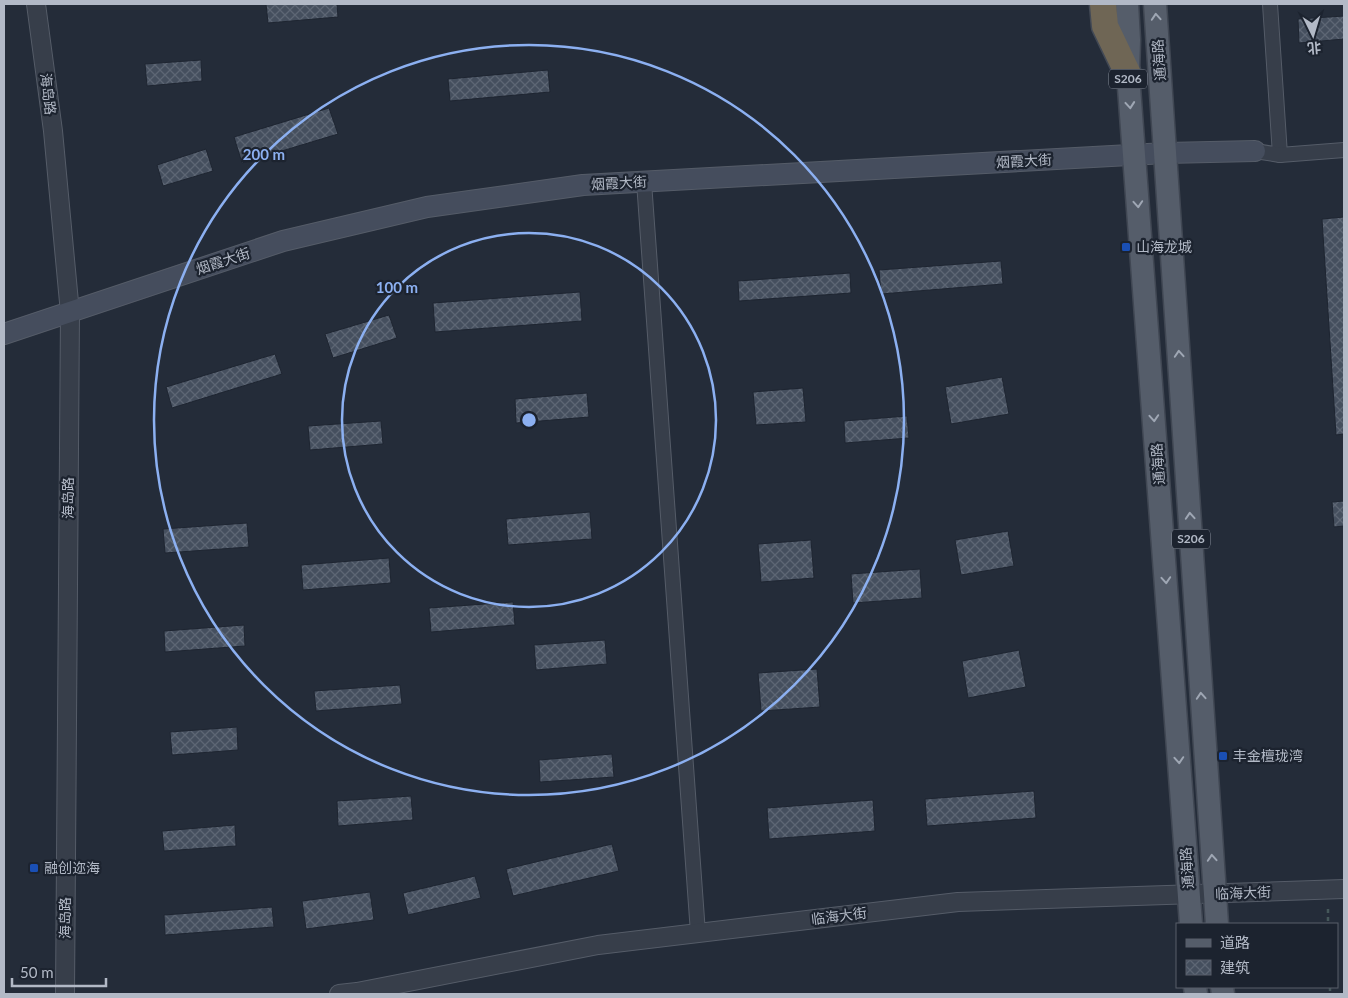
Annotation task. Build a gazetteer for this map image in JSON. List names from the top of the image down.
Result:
{
  "streets": {
    "main road": ["通海路", "S206", "烟霞大街"],
    "street": ["海岛路", "临海大街"]
  },
  "crossings": [
    ["通海路", "烟霞大街"],
    ["通海路", "临海大街"],
    ["海岛路", "烟霞大街"]
  ],
  "places": {
    "transit": ["山海龙城", "丰金檀珑湾", "融创迩海"]
  },
  "legend": ["道路", "建筑"],
  "scale_bar": "50 m",
  "north": "bottom",
  "rings": ["200 m", "100 m"]
}
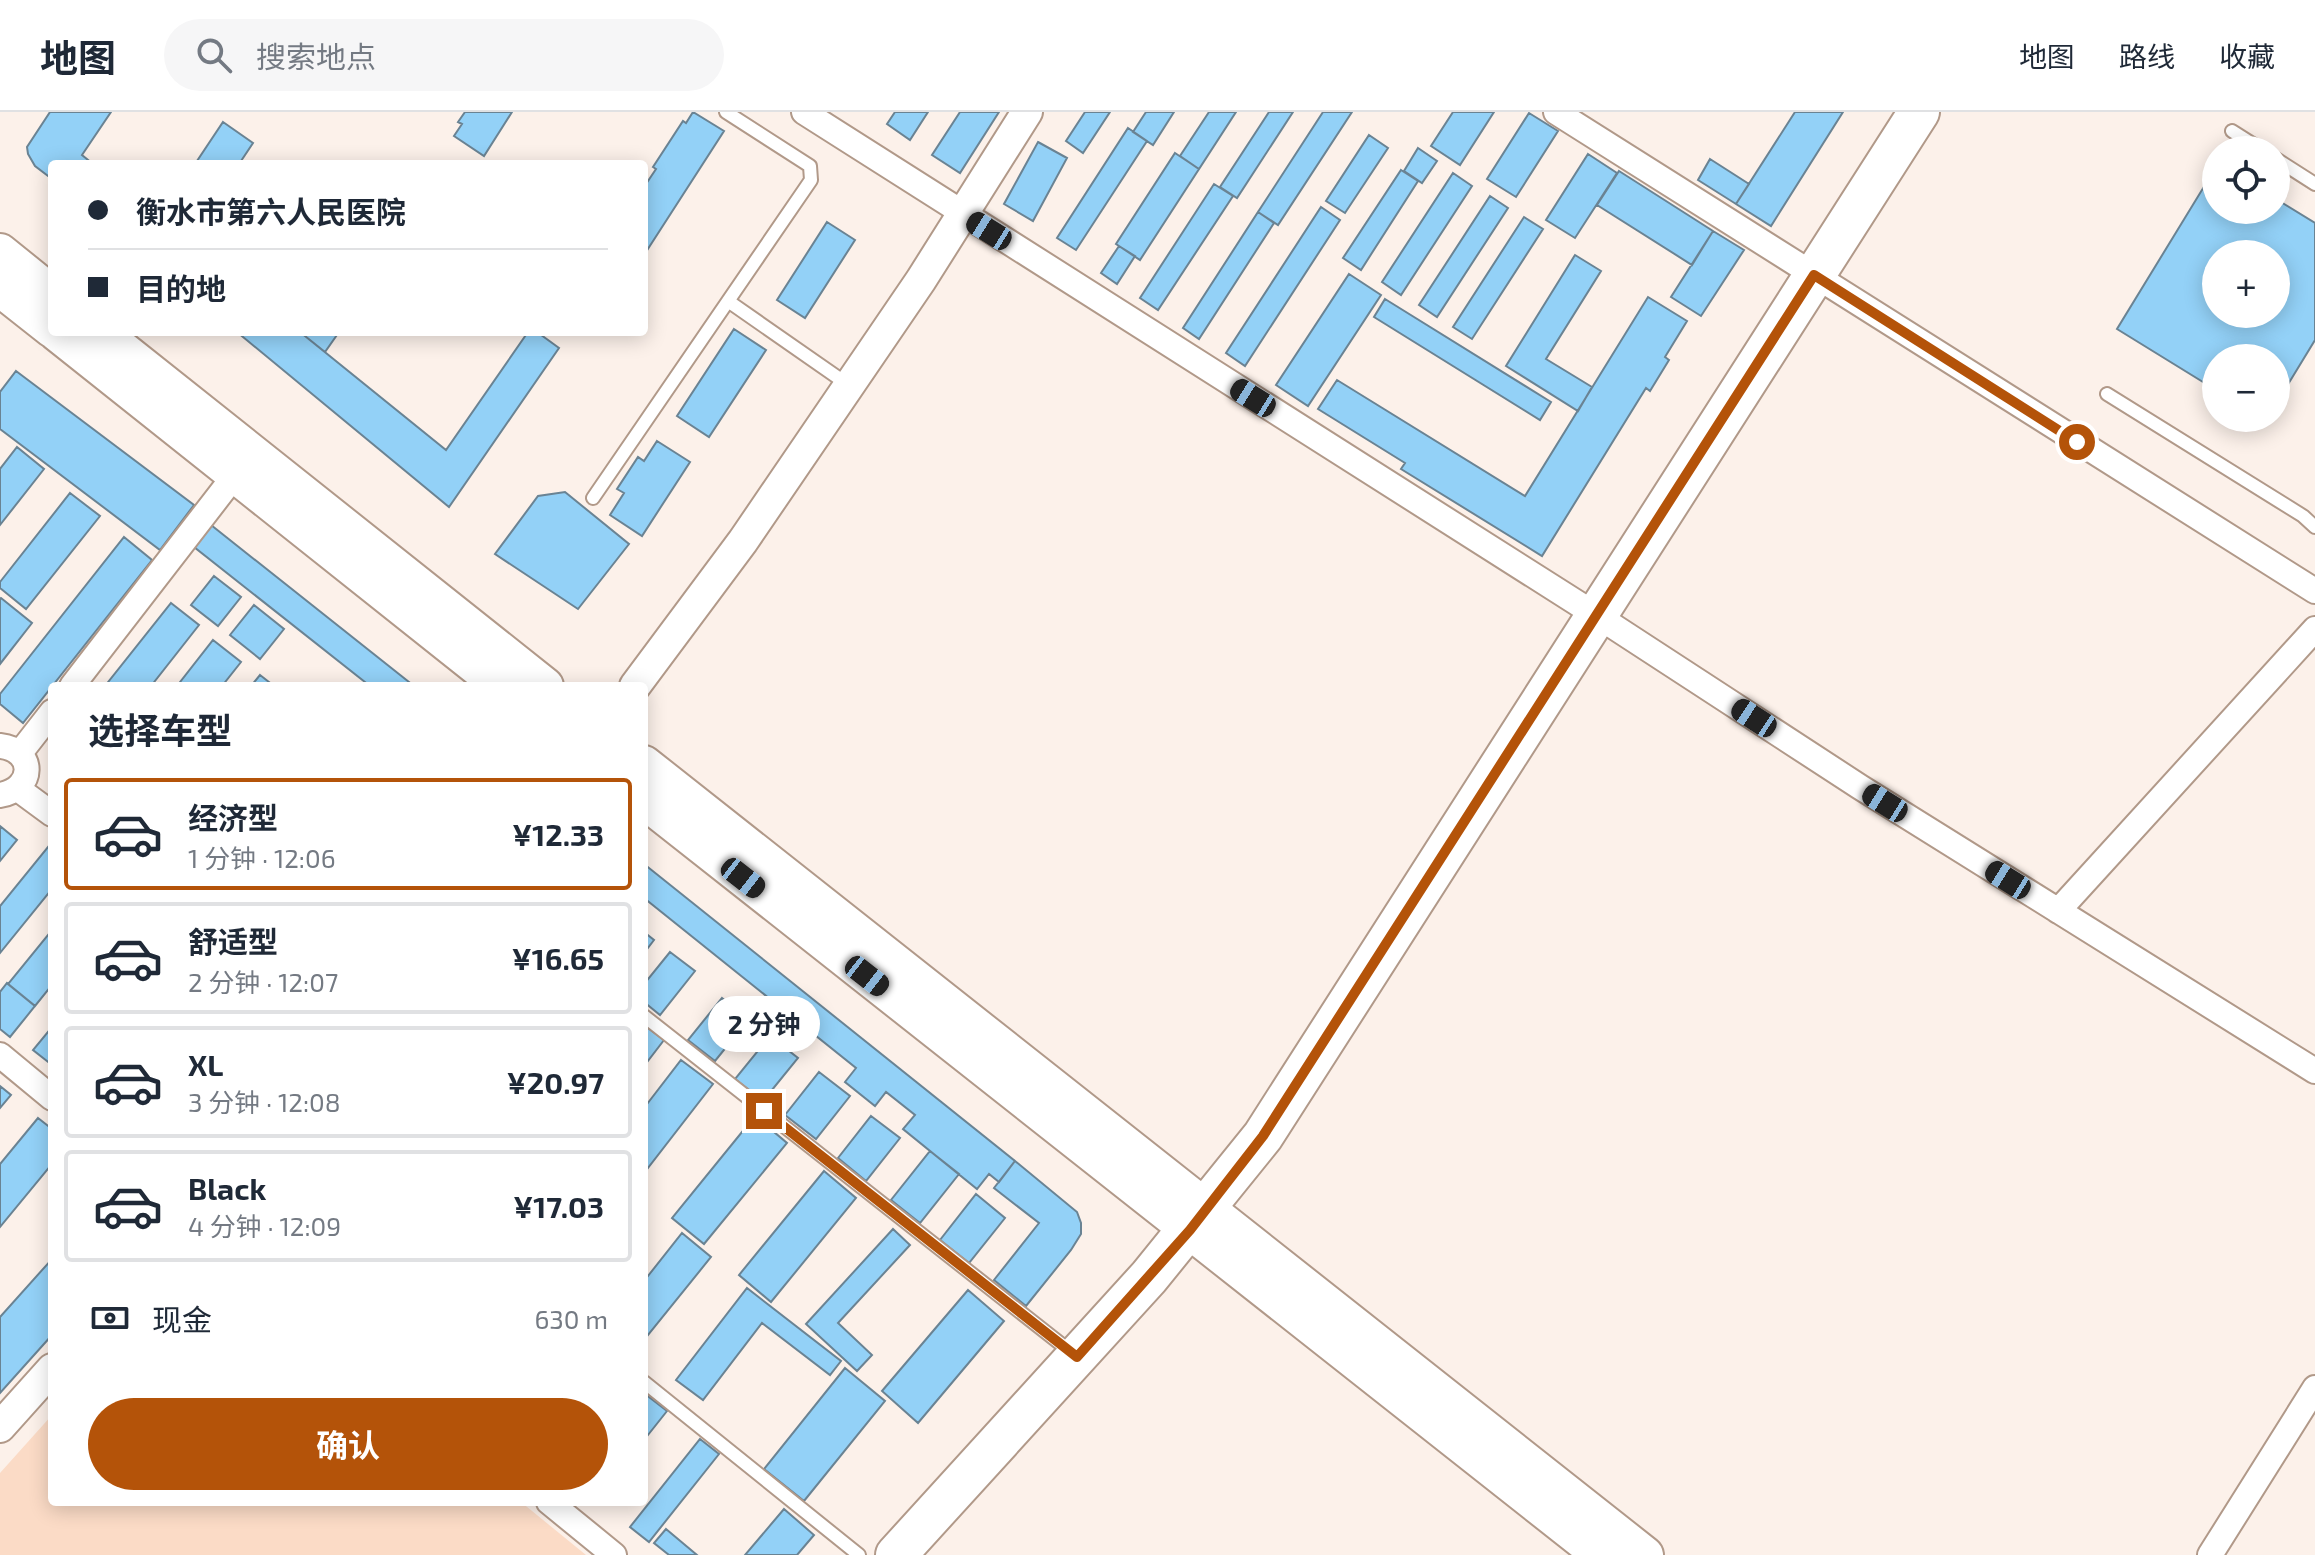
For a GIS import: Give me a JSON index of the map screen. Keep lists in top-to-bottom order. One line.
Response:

» **EXERCISE BRIEF**: Take from the entries every line that has the string "JSON".

» **EXERCISE RESULT**:
Annotation task. Build a gazetteer for this map image in JSON. List names from the top of the image down.
For a GIS import: Give me a JSON index of the map screen. Keep lists in top-to-bottom order. One line.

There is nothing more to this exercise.